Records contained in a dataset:
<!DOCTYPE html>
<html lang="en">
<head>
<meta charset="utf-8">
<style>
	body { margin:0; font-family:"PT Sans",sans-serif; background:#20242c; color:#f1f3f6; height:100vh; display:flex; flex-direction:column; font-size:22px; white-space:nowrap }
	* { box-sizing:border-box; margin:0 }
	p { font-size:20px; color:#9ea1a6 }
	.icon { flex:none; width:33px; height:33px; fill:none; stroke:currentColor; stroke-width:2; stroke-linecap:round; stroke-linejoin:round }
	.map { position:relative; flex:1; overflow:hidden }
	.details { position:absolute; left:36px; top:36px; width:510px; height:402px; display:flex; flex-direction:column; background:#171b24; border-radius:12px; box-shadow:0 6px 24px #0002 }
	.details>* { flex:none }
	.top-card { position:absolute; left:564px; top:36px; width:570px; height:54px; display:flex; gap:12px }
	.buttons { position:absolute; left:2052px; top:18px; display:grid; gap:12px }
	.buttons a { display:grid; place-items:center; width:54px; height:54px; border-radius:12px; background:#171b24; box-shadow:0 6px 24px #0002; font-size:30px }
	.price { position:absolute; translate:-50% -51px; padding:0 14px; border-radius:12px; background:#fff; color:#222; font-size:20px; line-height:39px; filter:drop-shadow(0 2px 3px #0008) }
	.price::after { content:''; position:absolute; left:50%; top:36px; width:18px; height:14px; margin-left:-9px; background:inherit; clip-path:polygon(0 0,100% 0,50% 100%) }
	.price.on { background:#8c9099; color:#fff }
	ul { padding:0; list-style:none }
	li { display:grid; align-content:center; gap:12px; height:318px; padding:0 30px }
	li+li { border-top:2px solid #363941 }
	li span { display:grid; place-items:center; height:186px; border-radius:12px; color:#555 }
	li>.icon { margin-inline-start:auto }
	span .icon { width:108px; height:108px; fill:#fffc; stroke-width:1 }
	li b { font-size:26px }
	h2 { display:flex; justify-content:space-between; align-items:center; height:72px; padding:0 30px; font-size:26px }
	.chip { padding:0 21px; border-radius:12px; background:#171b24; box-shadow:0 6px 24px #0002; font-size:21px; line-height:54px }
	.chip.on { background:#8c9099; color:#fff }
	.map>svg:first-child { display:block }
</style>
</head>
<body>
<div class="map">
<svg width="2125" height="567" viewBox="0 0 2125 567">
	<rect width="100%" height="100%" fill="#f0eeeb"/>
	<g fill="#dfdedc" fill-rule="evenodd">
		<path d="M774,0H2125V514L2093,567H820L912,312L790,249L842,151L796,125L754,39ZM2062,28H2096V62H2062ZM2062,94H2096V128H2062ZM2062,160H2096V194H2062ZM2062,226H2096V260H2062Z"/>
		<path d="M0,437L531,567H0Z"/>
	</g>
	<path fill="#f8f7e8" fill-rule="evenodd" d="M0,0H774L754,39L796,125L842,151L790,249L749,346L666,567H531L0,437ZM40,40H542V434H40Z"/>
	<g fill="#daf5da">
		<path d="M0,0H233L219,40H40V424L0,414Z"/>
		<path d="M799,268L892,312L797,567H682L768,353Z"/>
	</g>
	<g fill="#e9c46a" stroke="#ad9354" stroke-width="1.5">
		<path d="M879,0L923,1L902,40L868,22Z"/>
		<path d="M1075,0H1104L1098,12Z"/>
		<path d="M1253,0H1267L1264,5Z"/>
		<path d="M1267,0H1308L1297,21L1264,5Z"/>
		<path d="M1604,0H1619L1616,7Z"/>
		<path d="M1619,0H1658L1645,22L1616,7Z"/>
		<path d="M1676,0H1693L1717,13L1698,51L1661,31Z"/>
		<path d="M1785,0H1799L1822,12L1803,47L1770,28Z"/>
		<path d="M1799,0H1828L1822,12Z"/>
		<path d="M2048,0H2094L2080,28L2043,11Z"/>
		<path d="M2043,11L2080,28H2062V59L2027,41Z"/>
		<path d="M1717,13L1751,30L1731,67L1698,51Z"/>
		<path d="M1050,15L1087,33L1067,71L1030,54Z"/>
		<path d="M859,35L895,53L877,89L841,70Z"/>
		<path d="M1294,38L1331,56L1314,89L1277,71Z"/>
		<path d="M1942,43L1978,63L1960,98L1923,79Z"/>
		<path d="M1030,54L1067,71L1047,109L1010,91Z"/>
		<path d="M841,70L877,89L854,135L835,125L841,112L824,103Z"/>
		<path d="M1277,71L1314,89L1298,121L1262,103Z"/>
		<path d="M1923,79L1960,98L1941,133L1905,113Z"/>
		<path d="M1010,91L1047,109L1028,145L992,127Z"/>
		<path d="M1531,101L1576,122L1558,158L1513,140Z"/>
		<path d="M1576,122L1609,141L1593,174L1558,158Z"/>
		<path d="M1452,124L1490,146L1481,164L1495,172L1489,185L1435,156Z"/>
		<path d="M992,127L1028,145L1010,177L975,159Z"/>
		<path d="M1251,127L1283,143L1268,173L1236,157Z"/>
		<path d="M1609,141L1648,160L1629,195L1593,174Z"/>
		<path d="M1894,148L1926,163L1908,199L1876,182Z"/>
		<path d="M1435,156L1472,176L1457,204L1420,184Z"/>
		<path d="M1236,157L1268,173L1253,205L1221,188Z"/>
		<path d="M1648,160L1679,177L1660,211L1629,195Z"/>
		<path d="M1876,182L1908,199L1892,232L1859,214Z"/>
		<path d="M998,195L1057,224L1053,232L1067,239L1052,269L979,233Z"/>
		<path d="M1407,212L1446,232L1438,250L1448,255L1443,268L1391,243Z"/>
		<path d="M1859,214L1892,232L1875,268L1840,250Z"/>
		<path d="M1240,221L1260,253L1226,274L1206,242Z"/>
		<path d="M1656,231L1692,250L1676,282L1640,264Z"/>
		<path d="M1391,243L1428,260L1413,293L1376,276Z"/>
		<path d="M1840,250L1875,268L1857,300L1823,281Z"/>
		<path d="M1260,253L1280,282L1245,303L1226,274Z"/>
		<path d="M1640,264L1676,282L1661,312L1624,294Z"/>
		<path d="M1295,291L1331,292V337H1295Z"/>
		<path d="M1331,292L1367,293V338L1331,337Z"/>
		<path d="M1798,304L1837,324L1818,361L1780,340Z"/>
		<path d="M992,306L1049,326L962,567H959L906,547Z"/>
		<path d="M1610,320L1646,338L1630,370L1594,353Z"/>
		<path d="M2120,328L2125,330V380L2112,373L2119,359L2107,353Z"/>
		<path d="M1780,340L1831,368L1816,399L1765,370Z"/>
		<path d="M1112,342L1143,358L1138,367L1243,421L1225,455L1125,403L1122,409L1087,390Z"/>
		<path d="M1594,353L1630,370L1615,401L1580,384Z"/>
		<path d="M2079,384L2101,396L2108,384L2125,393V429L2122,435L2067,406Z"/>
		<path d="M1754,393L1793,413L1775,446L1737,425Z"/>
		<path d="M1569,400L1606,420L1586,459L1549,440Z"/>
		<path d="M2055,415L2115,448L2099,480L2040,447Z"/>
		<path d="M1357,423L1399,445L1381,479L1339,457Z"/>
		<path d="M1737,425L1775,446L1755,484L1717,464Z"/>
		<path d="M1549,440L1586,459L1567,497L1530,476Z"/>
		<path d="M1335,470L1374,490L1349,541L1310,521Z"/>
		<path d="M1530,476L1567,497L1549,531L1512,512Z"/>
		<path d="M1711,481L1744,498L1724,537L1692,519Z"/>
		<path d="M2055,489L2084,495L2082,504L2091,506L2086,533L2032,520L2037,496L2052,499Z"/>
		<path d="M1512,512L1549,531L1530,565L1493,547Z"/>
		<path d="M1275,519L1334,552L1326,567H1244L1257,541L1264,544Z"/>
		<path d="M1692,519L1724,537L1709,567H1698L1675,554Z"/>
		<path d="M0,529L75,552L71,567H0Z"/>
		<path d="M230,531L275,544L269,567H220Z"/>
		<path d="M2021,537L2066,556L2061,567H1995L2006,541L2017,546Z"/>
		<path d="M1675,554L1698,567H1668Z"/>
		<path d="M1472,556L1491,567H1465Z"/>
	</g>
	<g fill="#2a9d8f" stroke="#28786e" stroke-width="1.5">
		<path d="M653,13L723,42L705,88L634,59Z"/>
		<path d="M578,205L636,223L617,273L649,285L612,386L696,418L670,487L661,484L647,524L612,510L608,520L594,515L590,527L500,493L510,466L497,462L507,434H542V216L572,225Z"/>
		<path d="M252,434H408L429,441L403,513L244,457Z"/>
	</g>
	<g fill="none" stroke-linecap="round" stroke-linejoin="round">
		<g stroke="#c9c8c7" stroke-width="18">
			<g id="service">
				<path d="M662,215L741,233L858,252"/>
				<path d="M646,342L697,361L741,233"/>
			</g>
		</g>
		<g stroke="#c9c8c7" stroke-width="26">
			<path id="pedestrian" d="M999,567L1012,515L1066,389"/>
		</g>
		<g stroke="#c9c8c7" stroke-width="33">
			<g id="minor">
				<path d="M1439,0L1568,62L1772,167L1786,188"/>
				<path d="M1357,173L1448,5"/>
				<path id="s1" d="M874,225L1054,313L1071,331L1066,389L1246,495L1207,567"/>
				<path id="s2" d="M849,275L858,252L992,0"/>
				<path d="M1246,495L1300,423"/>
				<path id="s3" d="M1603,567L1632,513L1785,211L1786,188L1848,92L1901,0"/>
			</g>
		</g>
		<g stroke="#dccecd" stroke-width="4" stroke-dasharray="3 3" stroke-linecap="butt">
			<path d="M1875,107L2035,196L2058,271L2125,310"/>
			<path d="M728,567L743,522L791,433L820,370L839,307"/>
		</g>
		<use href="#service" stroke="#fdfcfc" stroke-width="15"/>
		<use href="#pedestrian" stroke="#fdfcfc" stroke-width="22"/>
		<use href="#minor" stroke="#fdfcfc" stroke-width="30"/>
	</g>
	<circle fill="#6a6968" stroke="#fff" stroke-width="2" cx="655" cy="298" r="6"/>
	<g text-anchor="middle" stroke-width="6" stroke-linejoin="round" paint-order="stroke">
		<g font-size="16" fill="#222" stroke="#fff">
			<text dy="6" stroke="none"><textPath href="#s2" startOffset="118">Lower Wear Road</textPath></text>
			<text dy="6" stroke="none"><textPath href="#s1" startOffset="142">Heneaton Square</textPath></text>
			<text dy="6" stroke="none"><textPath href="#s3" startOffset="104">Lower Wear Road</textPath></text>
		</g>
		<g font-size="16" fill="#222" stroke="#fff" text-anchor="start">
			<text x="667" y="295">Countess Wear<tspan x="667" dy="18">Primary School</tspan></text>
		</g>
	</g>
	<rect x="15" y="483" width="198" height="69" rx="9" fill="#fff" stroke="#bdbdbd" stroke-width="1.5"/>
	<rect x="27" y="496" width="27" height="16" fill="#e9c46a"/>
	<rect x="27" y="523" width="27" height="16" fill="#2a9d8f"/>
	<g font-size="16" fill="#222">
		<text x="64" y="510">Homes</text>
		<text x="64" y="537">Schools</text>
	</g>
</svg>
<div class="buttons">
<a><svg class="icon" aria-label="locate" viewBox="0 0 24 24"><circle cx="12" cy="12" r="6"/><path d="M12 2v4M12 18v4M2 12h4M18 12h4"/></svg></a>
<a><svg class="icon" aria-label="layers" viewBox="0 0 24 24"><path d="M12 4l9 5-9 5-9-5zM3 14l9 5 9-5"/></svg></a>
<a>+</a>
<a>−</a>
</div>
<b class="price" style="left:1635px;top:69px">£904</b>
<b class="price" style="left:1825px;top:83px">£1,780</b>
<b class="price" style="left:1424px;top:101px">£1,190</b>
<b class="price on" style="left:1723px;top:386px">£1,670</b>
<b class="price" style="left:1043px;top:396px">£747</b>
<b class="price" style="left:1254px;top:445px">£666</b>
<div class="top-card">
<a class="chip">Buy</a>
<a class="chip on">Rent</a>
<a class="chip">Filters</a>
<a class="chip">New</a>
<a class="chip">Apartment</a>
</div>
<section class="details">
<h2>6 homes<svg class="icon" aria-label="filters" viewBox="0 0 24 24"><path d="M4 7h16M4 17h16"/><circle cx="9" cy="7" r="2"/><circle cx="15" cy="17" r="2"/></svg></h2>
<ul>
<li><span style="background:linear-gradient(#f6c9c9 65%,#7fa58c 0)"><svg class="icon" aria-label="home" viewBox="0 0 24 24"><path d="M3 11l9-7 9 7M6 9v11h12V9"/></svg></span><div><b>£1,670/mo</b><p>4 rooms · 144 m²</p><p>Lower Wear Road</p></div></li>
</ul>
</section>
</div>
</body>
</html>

→ Exercise brief
The answer should consist solely of the lines from the first line above through the one with "position:absolute; translate:-50% -51px;", both included, repeated exactly.

→ Reply
<!DOCTYPE html>
<html lang="en">
<head>
<meta charset="utf-8">
<style>
	body { margin:0; font-family:"PT Sans",sans-serif; background:#20242c; color:#f1f3f6; height:100vh; display:flex; flex-direction:column; font-size:22px; white-space:nowrap }
	* { box-sizing:border-box; margin:0 }
	p { font-size:20px; color:#9ea1a6 }
	.icon { flex:none; width:33px; height:33px; fill:none; stroke:currentColor; stroke-width:2; stroke-linecap:round; stroke-linejoin:round }
	.map { position:relative; flex:1; overflow:hidden }
	.details { position:absolute; left:36px; top:36px; width:510px; height:402px; display:flex; flex-direction:column; background:#171b24; border-radius:12px; box-shadow:0 6px 24px #0002 }
	.details>* { flex:none }
	.top-card { position:absolute; left:564px; top:36px; width:570px; height:54px; display:flex; gap:12px }
	.buttons { position:absolute; left:2052px; top:18px; display:grid; gap:12px }
	.buttons a { display:grid; place-items:center; width:54px; height:54px; border-radius:12px; background:#171b24; box-shadow:0 6px 24px #0002; font-size:30px }
	.price { position:absolute; translate:-50% -51px; padding:0 14px; border-radius:12px; background:#fff; color:#222; font-size:20px; line-height:39px; filter:drop-shadow(0 2px 3px #0008) }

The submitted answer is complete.